There is still the problem that if you select a whole row of RunTask events then the flow events that get selected simultaneously (which should now be visible, because of removing the minimum flow arrow width, but that's not on canary yet) will not necessarily be the correct flow events.

That is, due to the behavior described in issue 787, the associated flow event (the immediately prior flow event on the same thread) is not necessarily on the same line, and therefore may not get selected. This may not matter as much if issue 787 is resolved since the user will be able to select a single RunTask and then left arrow to select the flow event.

When writing my simple trace parser that matches up flow events to tasks I didn't really hit any problems (see 1b, above). My script just keeps a dictionary (keyed by pid/tid) that contains the last event on each thread. When I come across an event of interest (in my case, a particular RunTask) I just look up the previous event on that thread.
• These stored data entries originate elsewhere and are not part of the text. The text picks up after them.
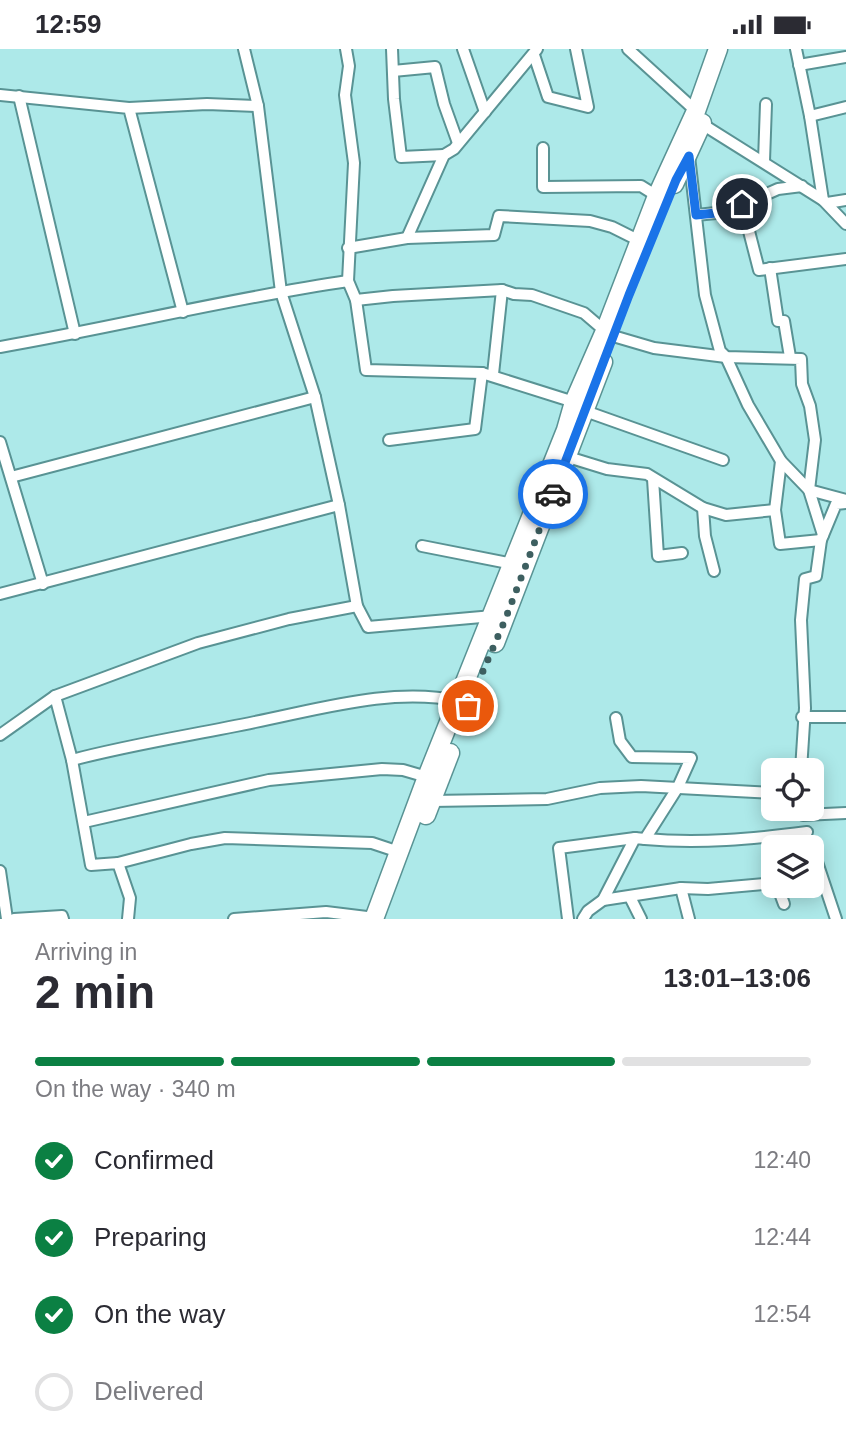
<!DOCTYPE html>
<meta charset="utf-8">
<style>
body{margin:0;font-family:Arial,sans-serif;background:#f2f2f3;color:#2b2b33;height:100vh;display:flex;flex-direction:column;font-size:26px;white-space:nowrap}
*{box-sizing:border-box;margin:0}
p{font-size:23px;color:#7c7c81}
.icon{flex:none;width:38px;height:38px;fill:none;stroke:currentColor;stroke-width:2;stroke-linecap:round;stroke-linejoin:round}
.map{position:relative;height:870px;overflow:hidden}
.panel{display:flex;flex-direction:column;background:#fff;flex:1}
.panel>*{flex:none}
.fabs{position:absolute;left:761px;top:709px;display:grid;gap:14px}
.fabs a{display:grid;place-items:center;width:63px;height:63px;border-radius:10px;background:#fff;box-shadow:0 4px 18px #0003;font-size:35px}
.pin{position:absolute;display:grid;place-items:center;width:60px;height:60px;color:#fff;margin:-30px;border:4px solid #fff;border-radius:50%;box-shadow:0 2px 7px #0007}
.courier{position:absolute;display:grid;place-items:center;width:70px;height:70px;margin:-35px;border:5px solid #1a73e8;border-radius:50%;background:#fff;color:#222;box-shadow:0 2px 9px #0007}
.head em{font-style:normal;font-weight:600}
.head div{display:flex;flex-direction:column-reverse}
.head{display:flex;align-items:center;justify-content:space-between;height:119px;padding:0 35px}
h1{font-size:46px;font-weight:600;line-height:52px}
.bar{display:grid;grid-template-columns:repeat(4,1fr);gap:10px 7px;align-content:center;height:84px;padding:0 35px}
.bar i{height:9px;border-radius:5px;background:#e1e1e2}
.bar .selected{background:#0b8043}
.bar p{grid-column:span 4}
ol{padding:0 35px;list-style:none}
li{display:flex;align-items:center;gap:21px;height:77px}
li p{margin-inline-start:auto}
li .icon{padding:7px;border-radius:50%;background:#0b8043;color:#fff;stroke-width:4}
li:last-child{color:#7c7c81}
li i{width:38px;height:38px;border:4px solid #e1e1e2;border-radius:50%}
.status{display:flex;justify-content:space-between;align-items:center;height:49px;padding:0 35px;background:#fff;direction:ltr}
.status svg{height:19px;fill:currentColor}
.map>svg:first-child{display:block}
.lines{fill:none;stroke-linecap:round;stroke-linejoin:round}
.minor-casing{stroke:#599394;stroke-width:14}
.primary-casing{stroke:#599394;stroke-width:21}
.minor{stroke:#fff;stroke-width:10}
.primary{stroke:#fff;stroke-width:18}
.done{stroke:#3d5f60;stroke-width:7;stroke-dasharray:0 12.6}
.route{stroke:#1a73e8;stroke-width:9}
</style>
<div class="status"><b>12:59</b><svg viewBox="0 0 49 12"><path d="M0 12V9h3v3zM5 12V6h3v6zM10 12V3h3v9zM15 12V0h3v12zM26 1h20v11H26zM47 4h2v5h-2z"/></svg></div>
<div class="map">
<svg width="846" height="870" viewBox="0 0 846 870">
<rect width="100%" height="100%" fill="#ade9e9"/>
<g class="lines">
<g class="minor-casing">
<g id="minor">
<path d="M244,0L258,57L281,243L315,348L339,456L357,557"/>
<path d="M346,0L349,17L345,46L354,114L348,232"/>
<path d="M392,0L394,50L401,108L444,106"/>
<path d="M463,0L485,63"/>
<path d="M628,0L696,62"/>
<path d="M796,0L810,67L823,151"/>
<path d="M534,6L548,48L588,58L576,0"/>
<path d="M799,16L846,8"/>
<path d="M393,22L435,18L444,55L458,94"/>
<path d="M0,46L129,59L183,263"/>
<path d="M19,47L75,285"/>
<path d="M129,59L207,55L258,57"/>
<path d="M810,67L846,58"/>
<path d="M702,75L823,151L846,175"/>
<path d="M543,99V138L641,137L657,147"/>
<path d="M689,107L705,246L720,302L726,308L748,356L781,412L809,441L846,451"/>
<path d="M764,112L766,55"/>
<path d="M827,154L846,151"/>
<path d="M742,155L759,221L846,210"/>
<path d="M696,166L726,163L778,140L802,137"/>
<path d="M407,189L444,106L454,100L537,0"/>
<path d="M348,199L407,189L494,186L499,167L590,172L612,178L640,192"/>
<path d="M770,219L778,272H784L790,308"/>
<path d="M356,251L366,321L482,324L574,353"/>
<path d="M613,287L654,299L726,308L801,310L802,335L810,357L815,391L809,441L823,486"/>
<path d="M0,298C116,278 231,249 348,232L356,251L393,247L502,241L514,245L532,246L584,264L605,282"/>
<path d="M493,325L502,241"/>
<path d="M585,362L723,411"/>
<path d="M389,391L475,380L482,324"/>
<path d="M0,393L43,535"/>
<path d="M568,408L607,420L647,425L703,459L726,466L775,461"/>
<path d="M781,412L775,461L780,495L821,491"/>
<path d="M11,428L315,348"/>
<path d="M653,430L658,507L682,504"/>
<path d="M703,459L705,487L714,522"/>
<path d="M422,497L513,515"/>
<path d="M0,545L339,456"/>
<path d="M55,647L72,711L91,816L118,814L130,849L128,870"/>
<path d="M802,668H846"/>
<path d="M0,686L55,647L198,594L289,570L357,557L368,578L493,567"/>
<path d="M72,711C132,695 193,686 255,673C321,660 392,638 459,652"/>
<path d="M801,721L805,659L801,571L805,530L816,527L821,491L836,455L846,454"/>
<path d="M431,752L547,750L600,739L641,737L774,744"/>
<path d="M803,766L846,764"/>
<path d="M84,773L269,731L382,720L403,721L427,728"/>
<path d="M645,790C699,795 753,790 807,783"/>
<path d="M812,798L836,870"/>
<path d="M118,814L191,795L225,789L372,794L399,803"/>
<path d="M0,822L7,870"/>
<path d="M777,836L784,855"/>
<path d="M681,839L689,870"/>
<path d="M630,848L641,870"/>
<path d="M603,851L681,839L708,840L774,834"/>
<path d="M14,870L62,867L63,870"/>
<path d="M234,870L326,863L375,869"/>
<path d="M568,870L559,799L635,789"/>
<path d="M583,870L588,862L603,851L635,789L645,790L678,738L691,709L632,708L620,692L616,669"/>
</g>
</g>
<g class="primary-casing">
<g id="primary">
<path d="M674,135L702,74"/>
<path d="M495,594L603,313"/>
<path d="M426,766L450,704"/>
<path d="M374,870L427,728L566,381L574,353L605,282L657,147L696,62L718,0"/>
</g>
</g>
<use href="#minor" class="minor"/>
<use href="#primary" class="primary"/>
</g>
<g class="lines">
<path class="done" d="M468,657L505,571L553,445"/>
<path class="route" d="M553,445L629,246L676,131L689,107L696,166L726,163L742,155"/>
</g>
</svg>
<div class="fabs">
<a><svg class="icon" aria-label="locate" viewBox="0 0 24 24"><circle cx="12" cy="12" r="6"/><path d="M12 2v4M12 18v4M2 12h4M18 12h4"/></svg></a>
<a><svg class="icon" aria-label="layers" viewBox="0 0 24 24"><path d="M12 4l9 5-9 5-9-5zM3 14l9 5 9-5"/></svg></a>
</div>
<div class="pin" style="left:468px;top:657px;background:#ea580c"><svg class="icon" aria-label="bag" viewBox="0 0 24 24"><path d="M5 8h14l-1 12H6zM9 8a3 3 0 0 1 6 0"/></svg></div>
<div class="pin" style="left:742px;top:155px;background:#1f2937"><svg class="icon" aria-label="home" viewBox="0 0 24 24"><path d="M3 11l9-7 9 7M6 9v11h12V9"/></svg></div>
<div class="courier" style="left:553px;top:445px"><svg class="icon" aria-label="car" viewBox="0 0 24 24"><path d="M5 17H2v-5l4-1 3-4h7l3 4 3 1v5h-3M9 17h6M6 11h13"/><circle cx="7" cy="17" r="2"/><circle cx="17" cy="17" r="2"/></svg></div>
</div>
<section class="panel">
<div class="head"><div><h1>2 min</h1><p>Arriving in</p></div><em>13:01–13:06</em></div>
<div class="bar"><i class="selected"></i><i class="selected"></i><i class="selected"></i><i></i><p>On the way · 340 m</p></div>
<ol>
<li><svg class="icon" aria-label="check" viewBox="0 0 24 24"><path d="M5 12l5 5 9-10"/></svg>Confirmed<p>12:40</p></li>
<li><svg class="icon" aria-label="check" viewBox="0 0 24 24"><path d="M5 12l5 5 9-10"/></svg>Preparing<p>12:44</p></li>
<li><svg class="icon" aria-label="check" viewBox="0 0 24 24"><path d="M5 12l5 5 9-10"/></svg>On the way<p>12:54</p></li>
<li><i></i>Delivered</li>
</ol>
</section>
If its name is "MessageLoop::PostTask" and its ph is "f" then I hook them together. Easy. And it should be reliable. Roughly speaking:

previousFlowEvent = None
previousThreadEvent = recentThreadEvents.get((event["pid"], event["tid"]))
if previousThreadEvent:
  if previousThreadEvent["name"] == "MessageLoop::PostTask" and previousThreadEvent["ph"] == "f":
    previousFlowEvent = previousThreadEvent
catapult-bot commented 9 years ago

Comment by natduca Friday Mar 13, 2015 at 12:19 GMT


As a tone-calibrating comment, telling us that this "this should be easy" has only one response: patches welcome.

There are valid reasons that we're taking our time on this.

I have made #822 for the model changes. We can discuss the UI proposal here once that bug is closed.

catapult-bot commented 9 years ago

Comment by randomascii Friday Mar 13, 2015 at 16:05 GMT


Well, it's easy in the context of a single-purpose parser. I didn't mean to speak to the complexity of making the change in the context of the full TraceViewer.